Маргарет позвонила наутро после нашей встречи в Австрийском Институте и предложила увидеться; сначала я заколебалась, однако этот звонок положил начало целой серии наших договоренностей о встречах, я так и не знаю наверняка — может быть, Маргарет нарочно устроила мне что-то вроде подготовки к тому, что она в конце концов открыла мне у себя дома: Хиршфельдер более полувека назад, возможно, совершил убийство… На самом деле я иногда думаю, что никаких фактов на этот счет нет, а задавшись вопросом, почему Маргарет пришло в голову посвятить в эту историю именно меня, ответа не нахожу, и наши прогулки по Лондону вспоминаю как совершенно безмятежное время, да, скорей всего, так оно и было, я снова слышу как наяву ее голос: «Деточка!
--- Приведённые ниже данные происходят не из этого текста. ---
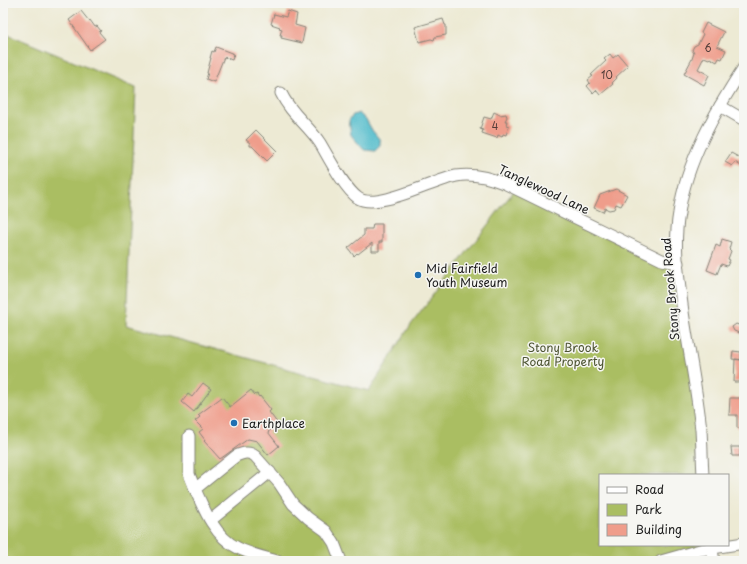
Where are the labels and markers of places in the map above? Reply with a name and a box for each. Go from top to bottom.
place label: Mid Fairfield Youth Museum [426,259,507,291]
marker: Mid Fairfield Youth Museum [413,270,423,280]
place label: Earthplace [242,414,305,432]
marker: Earthplace [229,418,239,428]

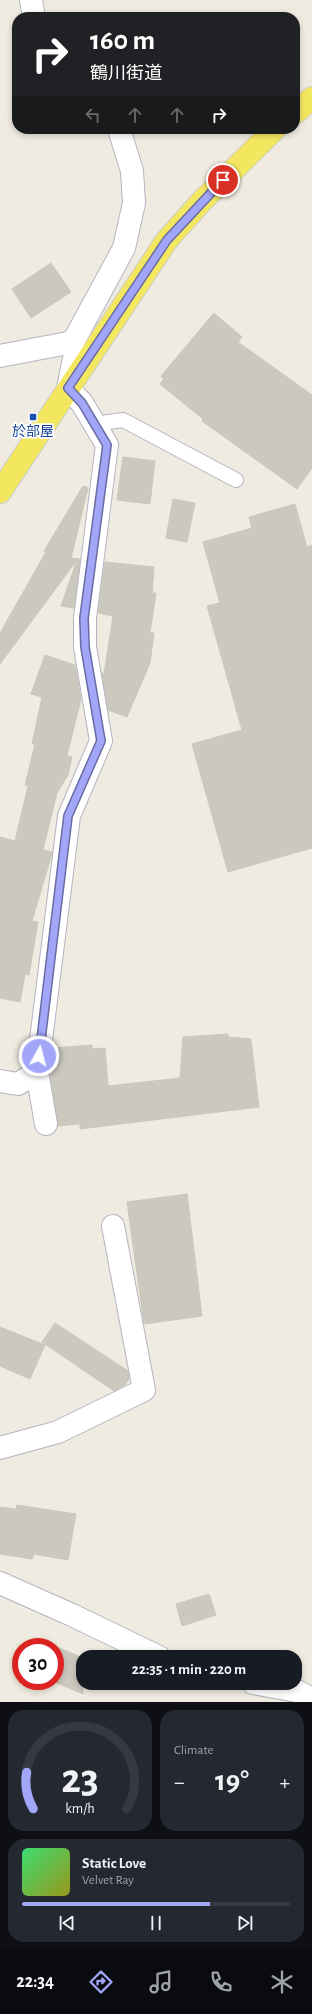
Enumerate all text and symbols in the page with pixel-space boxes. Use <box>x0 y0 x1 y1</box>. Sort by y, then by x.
text: 160 m <box>90 27 155 55</box>
icon: right <box>24 28 76 80</box>
text: 鶴川街道 <box>90 65 162 83</box>
icon: left <box>82 104 104 126</box>
icon: ahead <box>124 104 146 126</box>
icon: ahead <box>166 104 188 126</box>
icon: right <box>208 104 230 126</box>
pin <box>206 163 240 197</box>
icon: arrive <box>212 169 234 191</box>
marker: 於部屋 <box>28 412 38 422</box>
place label: 於部屋 <box>12 423 54 439</box>
position arrow <box>18 1035 60 1077</box>
speed limit sign: 30 <box>12 1638 64 1690</box>
text: 22:35 · 1 min · 220 m <box>132 1662 246 1677</box>
text: Climate <box>174 1744 213 1757</box>
text: 23 <box>61 1758 99 1799</box>
text: 19° <box>215 1766 249 1796</box>
text: − <box>174 1771 185 1793</box>
text: + <box>279 1771 290 1793</box>
text: km/h <box>65 1801 95 1815</box>
text: Static Love <box>82 1856 146 1871</box>
text: Velvet Ray <box>82 1874 134 1887</box>
icon: previous <box>56 1912 78 1934</box>
icon: pause <box>145 1912 167 1934</box>
icon: next <box>234 1912 256 1934</box>
icon: directions <box>87 1968 115 1996</box>
icon: music <box>147 1968 175 1996</box>
icon: phone <box>207 1968 235 1996</box>
icon: climate <box>268 1968 296 1996</box>
text: 22:34 <box>16 1973 54 1991</box>

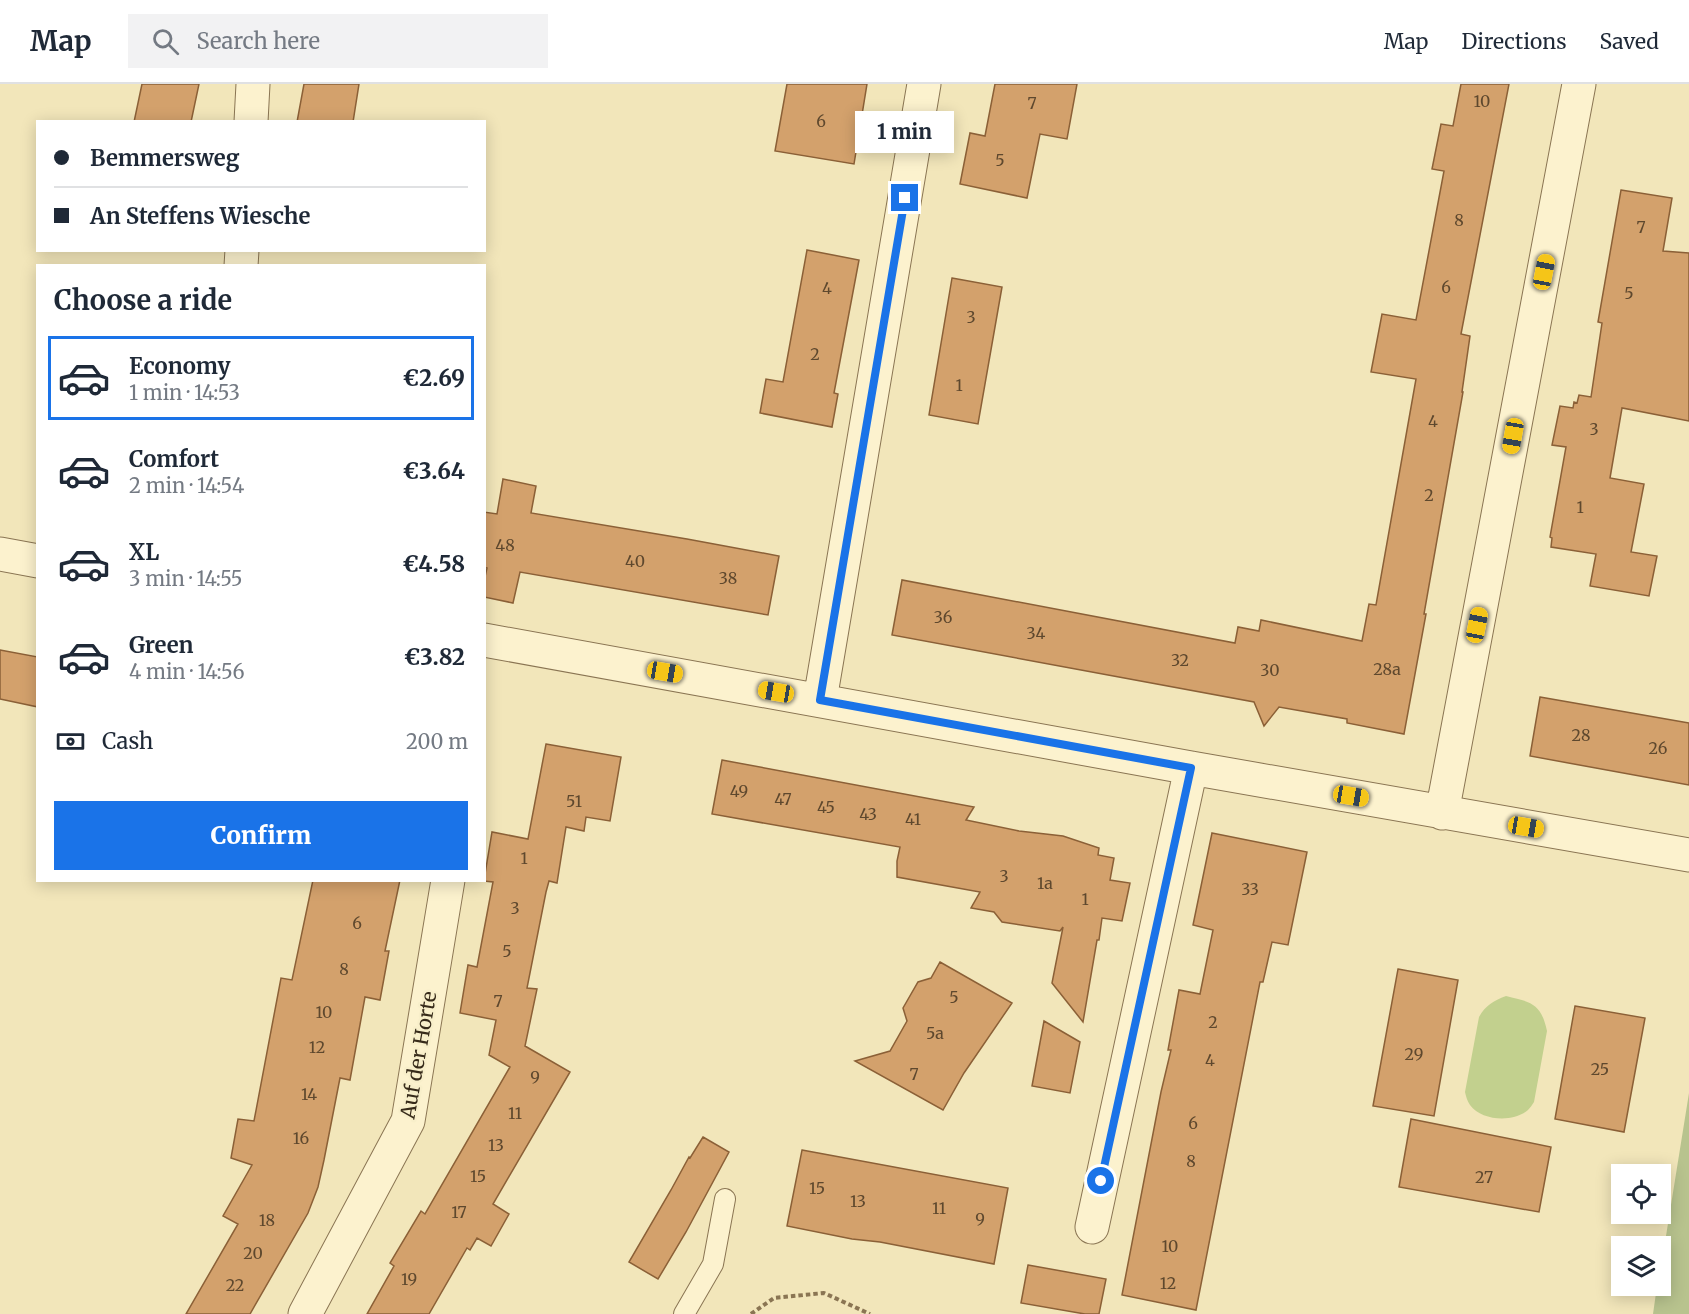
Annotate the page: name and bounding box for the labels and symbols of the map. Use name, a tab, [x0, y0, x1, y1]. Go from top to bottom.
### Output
house number: 10	[1474, 91, 1490, 111]
house number: 7	[1027, 93, 1037, 113]
house number: 6	[816, 111, 826, 131]
callout: 1 min	[856, 111, 954, 153]
house number: 5	[995, 150, 1005, 170]
route end	[891, 184, 918, 211]
house number: 8	[1454, 210, 1464, 230]
house number: 7	[1636, 217, 1646, 237]
car	[1532, 253, 1556, 291]
house number: 6	[1441, 277, 1451, 297]
house number: 4	[822, 278, 832, 298]
house number: 5	[1624, 283, 1634, 303]
house number: 3	[966, 307, 976, 327]
house number: 2	[810, 344, 820, 364]
house number: 1	[955, 375, 963, 395]
house number: 4	[1428, 411, 1438, 431]
car	[1501, 417, 1525, 455]
house number: 3	[1589, 419, 1599, 439]
house number: 2	[1424, 485, 1434, 505]
house number: 1	[1576, 497, 1584, 517]
house number: 48	[495, 535, 515, 555]
house number: 40	[625, 551, 645, 571]
house number: 38	[719, 568, 737, 588]
car	[1465, 606, 1489, 644]
house number: 36	[934, 607, 953, 627]
house number: 34	[1027, 623, 1046, 643]
house number: 32	[1171, 650, 1189, 670]
house number: 28a	[1373, 659, 1401, 679]
car	[646, 660, 684, 684]
house number: 30	[1260, 660, 1280, 680]
car	[757, 680, 795, 704]
house number: 28	[1572, 725, 1590, 745]
house number: 26	[1649, 738, 1668, 758]
house number: 49	[730, 781, 748, 801]
car	[1332, 784, 1370, 808]
house number: 47	[774, 789, 792, 809]
house number: 51	[566, 791, 582, 811]
house number: 45	[817, 797, 835, 817]
house number: 43	[859, 804, 877, 824]
house number: 41	[905, 809, 921, 829]
car	[1507, 815, 1545, 839]
house number: 1	[520, 848, 528, 868]
house number: 3	[999, 866, 1009, 886]
house number: 1a	[1037, 873, 1053, 893]
house number: 33	[1241, 879, 1259, 899]
house number: 1	[1081, 889, 1089, 909]
house number: 3	[510, 898, 520, 918]
house number: 6	[352, 913, 362, 933]
house number: 5	[502, 941, 512, 961]
house number: 8	[339, 959, 349, 979]
house number: 5	[949, 987, 959, 1007]
street label: Auf der Horte	[394, 989, 442, 1122]
house number: 7	[493, 991, 503, 1011]
house number: 10	[316, 1002, 332, 1022]
house number: 2	[1208, 1012, 1218, 1032]
house number: 5a	[926, 1023, 944, 1043]
house number: 12	[309, 1037, 325, 1057]
house number: 29	[1405, 1044, 1423, 1064]
house number: 4	[1205, 1050, 1215, 1070]
house number: 25	[1591, 1059, 1609, 1079]
house number: 7	[909, 1064, 919, 1084]
house number: 9	[530, 1067, 540, 1087]
house number: 14	[301, 1084, 317, 1104]
house number: 11	[508, 1103, 522, 1123]
house number: 6	[1188, 1113, 1198, 1133]
house number: 16	[293, 1128, 309, 1148]
house number: 13	[488, 1135, 504, 1155]
house number: 8	[1186, 1151, 1196, 1171]
house number: 15	[470, 1166, 486, 1186]
route start	[1087, 1167, 1114, 1194]
house number: 27	[1475, 1167, 1493, 1187]
house number: 15	[809, 1178, 825, 1198]
house number: 13	[850, 1191, 866, 1211]
house number: 11	[932, 1198, 946, 1218]
house number: 17	[451, 1202, 467, 1222]
house number: 9	[975, 1209, 985, 1229]
house number: 18	[259, 1210, 275, 1230]
house number: 10	[1162, 1236, 1178, 1256]
house number: 20	[243, 1243, 263, 1263]
house number: 19	[401, 1269, 417, 1289]
house number: 12	[1160, 1273, 1176, 1293]
house number: 22	[226, 1275, 244, 1295]

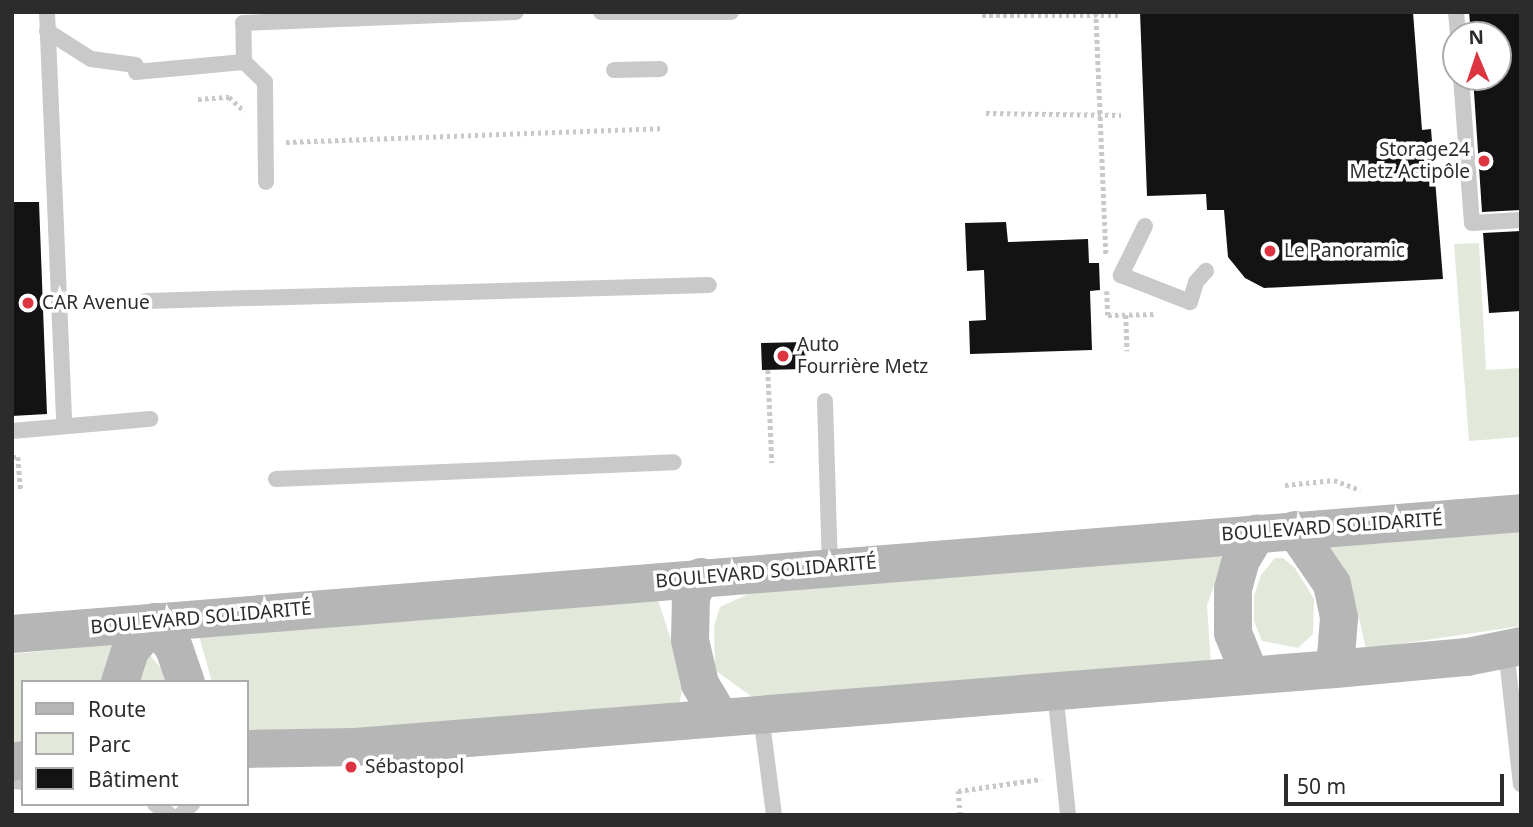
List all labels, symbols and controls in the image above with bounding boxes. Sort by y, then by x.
north arrow [1442,21,1512,91]
text: N [1468,24,1485,50]
place label: Storage24 Metz Actipôle [1350,139,1470,183]
marker: Storage24 Metz Actipôle [1476,153,1492,169]
place label: Le Panoramic [1284,240,1405,262]
marker: Le Panoramic [1262,243,1278,259]
place label: CAR Avenue [42,292,150,314]
marker: CAR Avenue [20,295,36,311]
place label: Auto Fourrière Metz [797,334,928,378]
marker: Auto Fourrière Metz [775,348,791,364]
street label: BOULEVARD SOLIDARITÉ [1221,508,1443,546]
street label: BOULEVARD SOLIDARITÉ [655,551,877,593]
street label: BOULEVARD SOLIDARITÉ [90,597,312,639]
legend [21,680,248,806]
text: Route [88,695,146,723]
text: Parc [88,730,131,758]
place label: Sébastopol [365,756,464,778]
marker: Sébastopol [343,759,359,775]
scale bar [1288,760,1508,804]
text: Bâtiment [88,765,178,793]
text: 50 m [1297,772,1346,800]

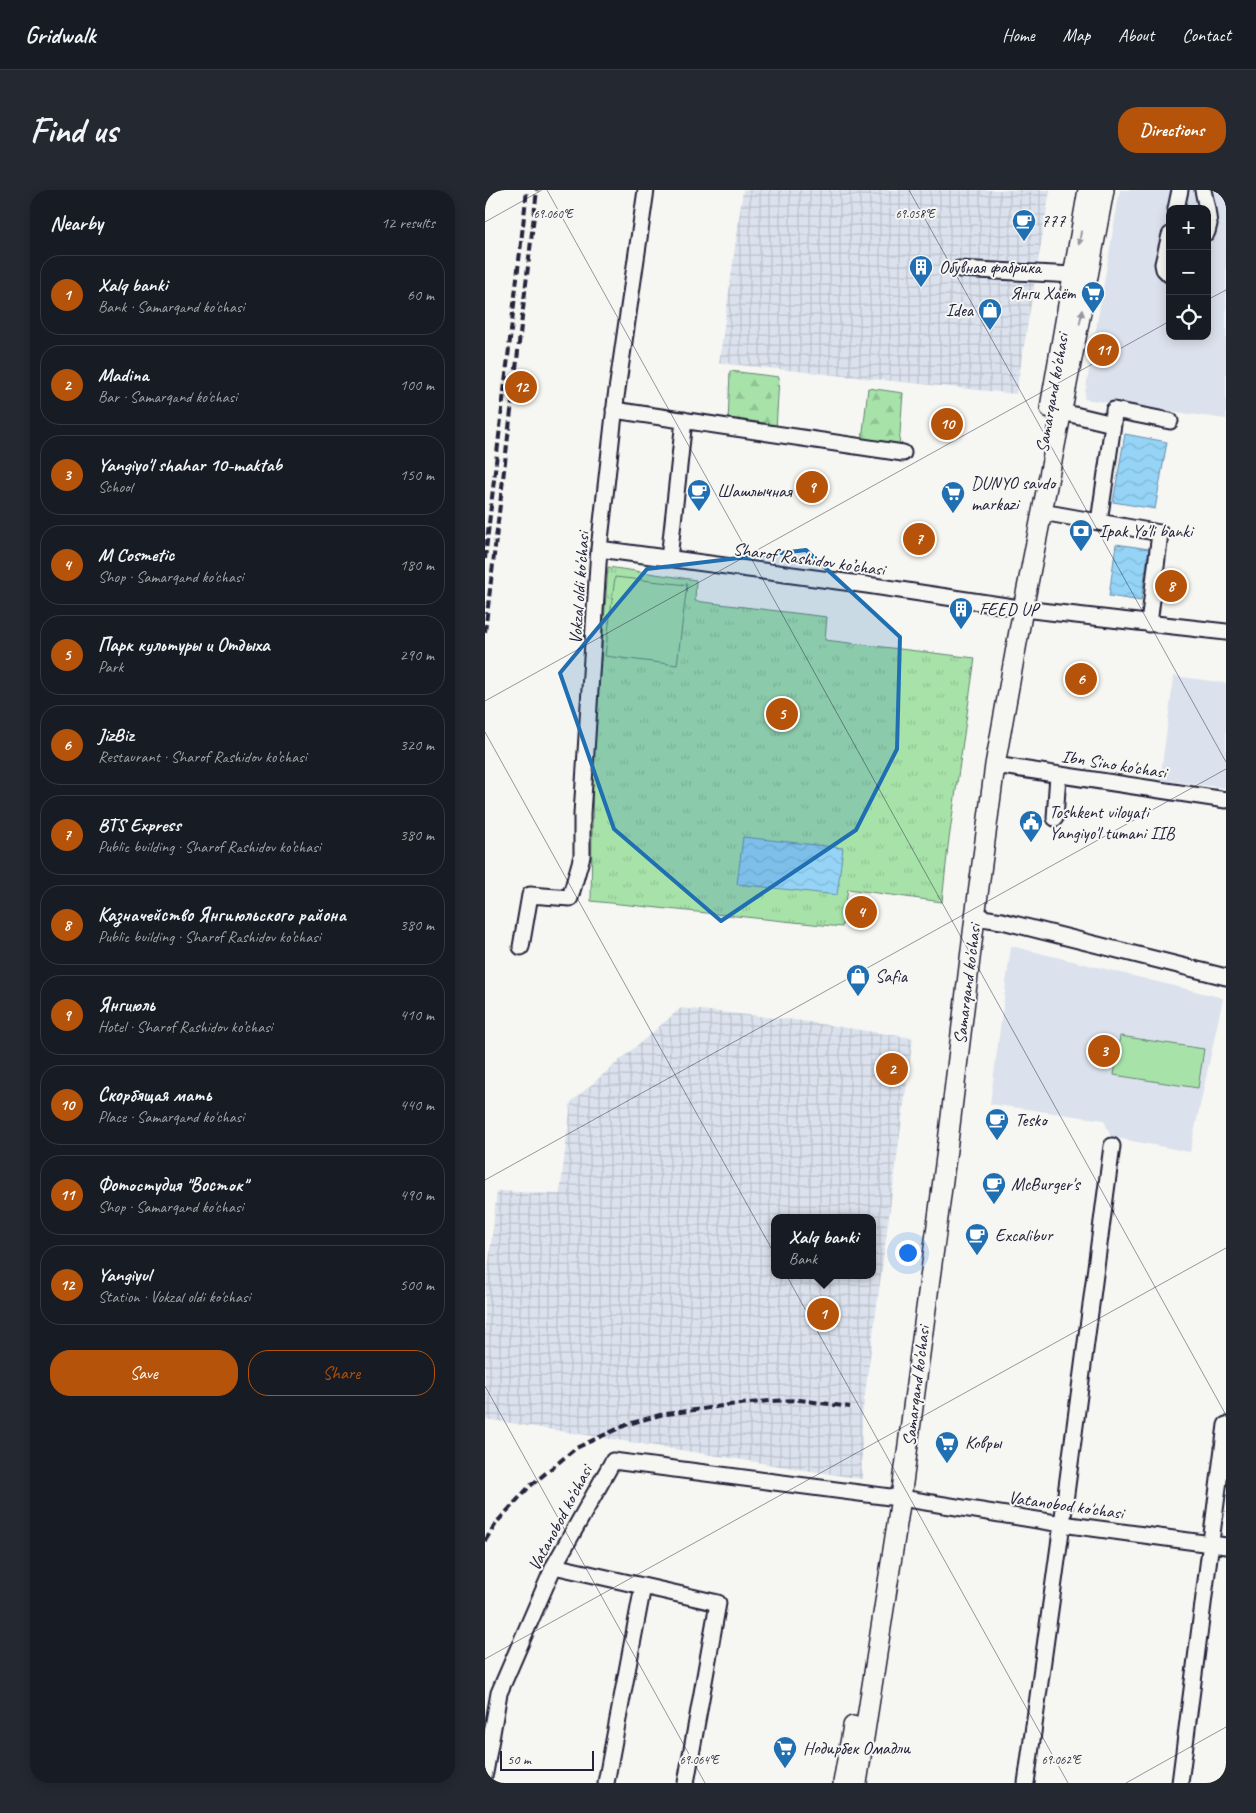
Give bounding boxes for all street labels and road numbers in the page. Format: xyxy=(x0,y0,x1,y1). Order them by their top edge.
street label: Samarqand ko'chasi xyxy=(1031,329,1074,454)
street label: Vokzal oldi ko'chasi xyxy=(564,528,594,645)
street label: Sharof Rashidov ko’chasi xyxy=(732,537,889,581)
street label: Ibn Sino ko'chasi xyxy=(1060,745,1171,784)
street label: Samarqand ko'chasi xyxy=(949,920,986,1045)
street label: Samarqand ko'chasi xyxy=(898,1322,935,1447)
street label: Vatanobod ko'chasi xyxy=(523,1459,598,1574)
street label: Vatanobod ko'chasi xyxy=(1007,1486,1128,1524)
Ну что вы, деточка…» — и вспоминаю, как мы сидели утром в кафе на Слоун-сквер и придумывали, куда бы пойти сегодня, или заканчивали день у «Бэйли» на Глостер-роуд, но во время этих встреч разговор никогда не заходил о Хиршфельдере, будто вовсе не он стал поводом для нашего знакомства. Теперь он был словно ни при чем, а мы с Маргарет ездили в Ричмонд, сидели на берегу Темзы, провожали глазами лодки и прогулочные кораблики, и если я, перебирая в памяти наши встречи, все-таки нахожу ниточку, ведущую к Хиршфельдеру, то в первую очередь — в тех курьезных предметах, которые она мне показывала во время наших походов по музеям Южного Кенсингтона, — диковинные приспособления для рожениц, разукрашенные инкрустациями с изображениями святых: кающиеся грешницы не одного поколения разрешались на них от бремени, стоя в позе регента церковного хора, а то — устрашающие акушерские щипцы прошлого века, ни дать ни взять — щупальца гигантского железного осьминога, смирительные рубашки из джута и кожи с решеткой-намордником, или тяжеленные чугунные клетки, насквозь проеденные ржавчиной, их в бедственные для анатомии времена водружали на деревянные гробы, чтобы уберечь покойников от гробокопателей и энтузиастов оживления трупов, — в общем, всевозможные реликты истории медицины, тогда они оставили меня равнодушной, а вот сегодня, припоминая, я вижу в них некую молчаливую угрозу Маргарет, пророчество, настойчивый намек, в то время мной не осознанный.